A Timpson shop in Dedworth in Windsor, Berkshire
A Timpson shop in Dedworth in Windsor, Berkshire. ‘I am open and honest about what we do,’ said James Timpson. Photograph: Maureen McLean/Rex/Shutterstock

He switches to the root causes of crime. Again, he knows his subject well, despite his privileged background. His parents successfully fostered no fewer than 92 children, many from within the care system, who had emotional and educational needs. He says many children in care suffer “attachment disorder” caused by being rejected in their infancy, which leads to them finding it difficult to form loving, trusted relationships with other people and, particularly, manage their dealings with authority. This brings us back to what he says is the main issue: “What are we going to do with people we release from prison?”

He points to the daily release on temporary licence (mainly curtailed now, through Covid) that gives prisoners huge confidence to face the challenges of the workplace. He quotes a time when 10 such prisoners were managing his shops: “So, we have people waking up in prison, going out to a trusted position, then returning to jail to continue the punishment part of their sentence.”

Returning to his tweet, Timpson says asking offenders to do jobs the public services are already performing is unfair on those who usually carry out these vital tasks. He has a good friend who runs a local community refuse team, who is very proud of the work he and his team do. “I don’t think he would want people coming along, on what is basically a PR stunt, to do what he and his team take very seriously.”

He added: “I am open and honest about what we do. I am really proud of my colleagues from prison for doing so well, and I don’t think we should keep it quiet. After all, I am employing people who have stolen things, burgled houses, robbed banks even, to – among other things – make keys for our customers.

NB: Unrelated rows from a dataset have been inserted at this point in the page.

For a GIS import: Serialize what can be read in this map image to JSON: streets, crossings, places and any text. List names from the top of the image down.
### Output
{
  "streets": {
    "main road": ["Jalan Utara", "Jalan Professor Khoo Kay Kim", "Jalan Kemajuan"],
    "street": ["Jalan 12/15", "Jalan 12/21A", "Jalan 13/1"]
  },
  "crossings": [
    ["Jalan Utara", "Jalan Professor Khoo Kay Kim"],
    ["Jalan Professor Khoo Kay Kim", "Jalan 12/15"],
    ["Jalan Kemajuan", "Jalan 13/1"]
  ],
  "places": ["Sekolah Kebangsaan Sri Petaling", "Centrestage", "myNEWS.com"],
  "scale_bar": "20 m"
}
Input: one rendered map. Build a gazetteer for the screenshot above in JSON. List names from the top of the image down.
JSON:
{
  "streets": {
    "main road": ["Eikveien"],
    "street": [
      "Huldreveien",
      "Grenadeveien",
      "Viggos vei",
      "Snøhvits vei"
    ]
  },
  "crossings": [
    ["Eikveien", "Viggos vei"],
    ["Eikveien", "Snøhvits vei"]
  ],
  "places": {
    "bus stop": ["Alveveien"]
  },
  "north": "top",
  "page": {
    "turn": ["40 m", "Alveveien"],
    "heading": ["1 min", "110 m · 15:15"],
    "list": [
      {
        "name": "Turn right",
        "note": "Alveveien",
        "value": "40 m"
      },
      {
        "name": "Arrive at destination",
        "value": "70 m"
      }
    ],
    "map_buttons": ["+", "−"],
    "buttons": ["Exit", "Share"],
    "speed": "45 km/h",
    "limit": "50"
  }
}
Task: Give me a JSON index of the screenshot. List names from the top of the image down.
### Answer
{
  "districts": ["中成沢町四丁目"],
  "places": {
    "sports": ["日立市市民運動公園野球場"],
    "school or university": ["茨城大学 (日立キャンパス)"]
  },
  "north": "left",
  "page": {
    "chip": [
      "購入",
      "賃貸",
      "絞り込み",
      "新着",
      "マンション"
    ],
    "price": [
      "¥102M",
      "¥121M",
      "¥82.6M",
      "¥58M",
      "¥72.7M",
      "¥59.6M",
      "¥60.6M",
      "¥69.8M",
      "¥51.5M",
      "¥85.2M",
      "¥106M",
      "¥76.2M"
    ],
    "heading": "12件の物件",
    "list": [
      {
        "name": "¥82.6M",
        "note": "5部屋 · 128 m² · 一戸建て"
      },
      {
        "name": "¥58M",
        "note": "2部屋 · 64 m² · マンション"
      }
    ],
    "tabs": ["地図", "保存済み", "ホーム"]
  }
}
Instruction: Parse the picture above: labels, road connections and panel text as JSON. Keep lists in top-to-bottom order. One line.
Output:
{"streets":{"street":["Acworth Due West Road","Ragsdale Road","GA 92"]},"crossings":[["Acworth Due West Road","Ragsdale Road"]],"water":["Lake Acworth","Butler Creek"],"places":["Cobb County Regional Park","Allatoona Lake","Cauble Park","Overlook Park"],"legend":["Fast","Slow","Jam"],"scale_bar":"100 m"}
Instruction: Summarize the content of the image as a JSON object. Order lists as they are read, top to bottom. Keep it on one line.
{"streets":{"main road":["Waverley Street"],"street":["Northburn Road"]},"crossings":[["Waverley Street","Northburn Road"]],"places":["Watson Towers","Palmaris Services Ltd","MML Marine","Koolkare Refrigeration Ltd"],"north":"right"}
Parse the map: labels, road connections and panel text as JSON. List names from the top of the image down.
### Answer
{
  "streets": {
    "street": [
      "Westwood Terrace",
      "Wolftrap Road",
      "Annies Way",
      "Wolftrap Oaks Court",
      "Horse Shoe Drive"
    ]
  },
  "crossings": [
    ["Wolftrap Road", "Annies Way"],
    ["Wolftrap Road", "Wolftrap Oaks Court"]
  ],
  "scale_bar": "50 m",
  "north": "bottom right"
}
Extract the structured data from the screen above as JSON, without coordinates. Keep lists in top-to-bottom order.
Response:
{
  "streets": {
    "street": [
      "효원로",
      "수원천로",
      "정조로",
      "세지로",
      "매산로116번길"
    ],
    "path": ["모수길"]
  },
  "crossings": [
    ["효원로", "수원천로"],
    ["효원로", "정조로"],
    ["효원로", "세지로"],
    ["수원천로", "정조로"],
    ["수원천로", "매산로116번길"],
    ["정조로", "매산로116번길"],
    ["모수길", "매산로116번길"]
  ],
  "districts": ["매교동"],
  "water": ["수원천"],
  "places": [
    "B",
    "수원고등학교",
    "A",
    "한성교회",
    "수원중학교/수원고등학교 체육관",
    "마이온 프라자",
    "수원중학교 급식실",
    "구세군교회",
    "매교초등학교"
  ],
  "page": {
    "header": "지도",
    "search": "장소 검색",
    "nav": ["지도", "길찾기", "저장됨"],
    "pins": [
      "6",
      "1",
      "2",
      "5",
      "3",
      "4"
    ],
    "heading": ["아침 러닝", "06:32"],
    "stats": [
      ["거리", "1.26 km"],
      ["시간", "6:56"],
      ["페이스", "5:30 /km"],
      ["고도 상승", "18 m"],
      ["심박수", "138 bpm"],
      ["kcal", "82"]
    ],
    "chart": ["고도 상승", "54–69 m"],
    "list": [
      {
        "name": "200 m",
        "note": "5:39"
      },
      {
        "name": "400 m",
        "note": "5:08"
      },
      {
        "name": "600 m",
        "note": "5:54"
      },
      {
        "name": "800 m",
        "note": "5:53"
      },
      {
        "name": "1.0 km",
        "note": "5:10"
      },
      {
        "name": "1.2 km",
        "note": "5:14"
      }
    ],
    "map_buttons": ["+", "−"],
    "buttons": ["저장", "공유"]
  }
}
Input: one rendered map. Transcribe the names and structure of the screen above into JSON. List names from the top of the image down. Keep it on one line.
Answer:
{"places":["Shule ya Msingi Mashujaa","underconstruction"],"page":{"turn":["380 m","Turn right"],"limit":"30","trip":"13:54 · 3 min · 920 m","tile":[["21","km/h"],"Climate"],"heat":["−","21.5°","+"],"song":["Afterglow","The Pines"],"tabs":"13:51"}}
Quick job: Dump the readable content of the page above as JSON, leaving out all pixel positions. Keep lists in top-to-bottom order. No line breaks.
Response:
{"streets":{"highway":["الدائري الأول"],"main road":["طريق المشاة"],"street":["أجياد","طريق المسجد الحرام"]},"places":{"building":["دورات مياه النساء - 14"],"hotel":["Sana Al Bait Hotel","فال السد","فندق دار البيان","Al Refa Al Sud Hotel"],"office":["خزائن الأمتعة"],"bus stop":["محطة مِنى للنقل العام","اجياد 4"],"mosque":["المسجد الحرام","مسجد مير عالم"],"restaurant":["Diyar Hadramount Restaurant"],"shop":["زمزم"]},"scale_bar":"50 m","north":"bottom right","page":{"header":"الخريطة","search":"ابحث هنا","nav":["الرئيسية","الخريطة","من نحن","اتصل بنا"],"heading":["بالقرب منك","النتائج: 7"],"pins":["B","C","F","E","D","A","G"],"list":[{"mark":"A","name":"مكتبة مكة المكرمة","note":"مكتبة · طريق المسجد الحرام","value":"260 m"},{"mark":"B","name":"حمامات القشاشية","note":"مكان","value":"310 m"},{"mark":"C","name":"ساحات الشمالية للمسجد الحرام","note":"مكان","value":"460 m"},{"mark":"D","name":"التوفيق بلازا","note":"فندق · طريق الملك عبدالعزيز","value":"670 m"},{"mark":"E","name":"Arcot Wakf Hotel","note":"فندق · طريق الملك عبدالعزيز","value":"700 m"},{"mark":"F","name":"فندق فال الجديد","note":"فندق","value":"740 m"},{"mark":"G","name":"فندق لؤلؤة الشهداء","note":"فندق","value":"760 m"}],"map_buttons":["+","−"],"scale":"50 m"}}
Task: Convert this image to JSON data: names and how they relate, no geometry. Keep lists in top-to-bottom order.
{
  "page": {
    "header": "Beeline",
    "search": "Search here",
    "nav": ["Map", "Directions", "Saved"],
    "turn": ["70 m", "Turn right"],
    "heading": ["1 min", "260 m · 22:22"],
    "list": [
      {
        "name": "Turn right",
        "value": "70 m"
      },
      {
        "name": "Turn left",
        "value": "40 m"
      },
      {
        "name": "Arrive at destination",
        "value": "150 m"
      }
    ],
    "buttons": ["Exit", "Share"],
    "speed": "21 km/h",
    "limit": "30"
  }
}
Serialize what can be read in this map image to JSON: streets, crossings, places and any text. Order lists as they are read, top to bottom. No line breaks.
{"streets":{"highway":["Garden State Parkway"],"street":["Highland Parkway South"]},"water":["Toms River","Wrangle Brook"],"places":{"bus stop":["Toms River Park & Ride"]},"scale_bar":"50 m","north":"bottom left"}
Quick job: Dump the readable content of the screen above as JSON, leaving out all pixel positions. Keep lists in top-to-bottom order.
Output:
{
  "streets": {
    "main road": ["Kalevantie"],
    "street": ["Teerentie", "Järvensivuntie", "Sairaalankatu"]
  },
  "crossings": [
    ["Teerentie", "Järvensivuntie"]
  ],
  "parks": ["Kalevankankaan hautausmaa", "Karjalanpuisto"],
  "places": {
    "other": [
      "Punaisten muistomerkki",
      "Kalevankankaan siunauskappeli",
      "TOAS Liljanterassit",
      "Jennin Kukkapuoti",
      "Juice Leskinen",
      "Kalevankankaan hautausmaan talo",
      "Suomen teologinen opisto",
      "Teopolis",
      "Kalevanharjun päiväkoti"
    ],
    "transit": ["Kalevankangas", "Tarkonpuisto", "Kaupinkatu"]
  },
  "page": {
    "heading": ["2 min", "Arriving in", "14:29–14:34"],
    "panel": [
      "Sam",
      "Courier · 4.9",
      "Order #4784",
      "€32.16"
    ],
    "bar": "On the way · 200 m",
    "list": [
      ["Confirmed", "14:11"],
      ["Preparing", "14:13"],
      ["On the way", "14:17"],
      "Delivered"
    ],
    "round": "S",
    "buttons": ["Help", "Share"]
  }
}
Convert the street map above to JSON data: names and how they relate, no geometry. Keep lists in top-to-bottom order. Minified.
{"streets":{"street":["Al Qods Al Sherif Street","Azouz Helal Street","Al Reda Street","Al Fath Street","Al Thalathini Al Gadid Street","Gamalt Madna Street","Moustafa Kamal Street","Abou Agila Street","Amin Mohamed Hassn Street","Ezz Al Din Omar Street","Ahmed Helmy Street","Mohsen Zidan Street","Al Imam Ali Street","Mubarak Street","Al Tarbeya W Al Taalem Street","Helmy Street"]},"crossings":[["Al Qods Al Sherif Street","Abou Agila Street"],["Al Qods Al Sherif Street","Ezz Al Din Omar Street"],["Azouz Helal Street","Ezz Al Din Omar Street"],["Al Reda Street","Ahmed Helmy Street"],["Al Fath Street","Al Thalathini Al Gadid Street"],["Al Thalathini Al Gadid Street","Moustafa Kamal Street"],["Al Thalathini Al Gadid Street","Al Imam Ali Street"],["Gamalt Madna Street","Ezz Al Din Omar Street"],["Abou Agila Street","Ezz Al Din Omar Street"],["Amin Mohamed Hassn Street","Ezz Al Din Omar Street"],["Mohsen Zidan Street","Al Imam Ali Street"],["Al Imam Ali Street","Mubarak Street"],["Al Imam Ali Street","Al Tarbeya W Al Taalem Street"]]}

“So there’s a big element of trust here. And while we may have customers who choose not to give us their custom due to that, which I understand perfectly, ironically – and this was obviously not our intention – I think we have more people coming to our shops because of what we do, rather than avoid us for it.

“They clearly trust us because we’re picking really good people from prison.

“Unless we stop putting offenders down, they will continue to distrust us and carry on down the paths their lives have led them to. Our evidence shows there is another way, which most certainly does not involve showing them up in public.”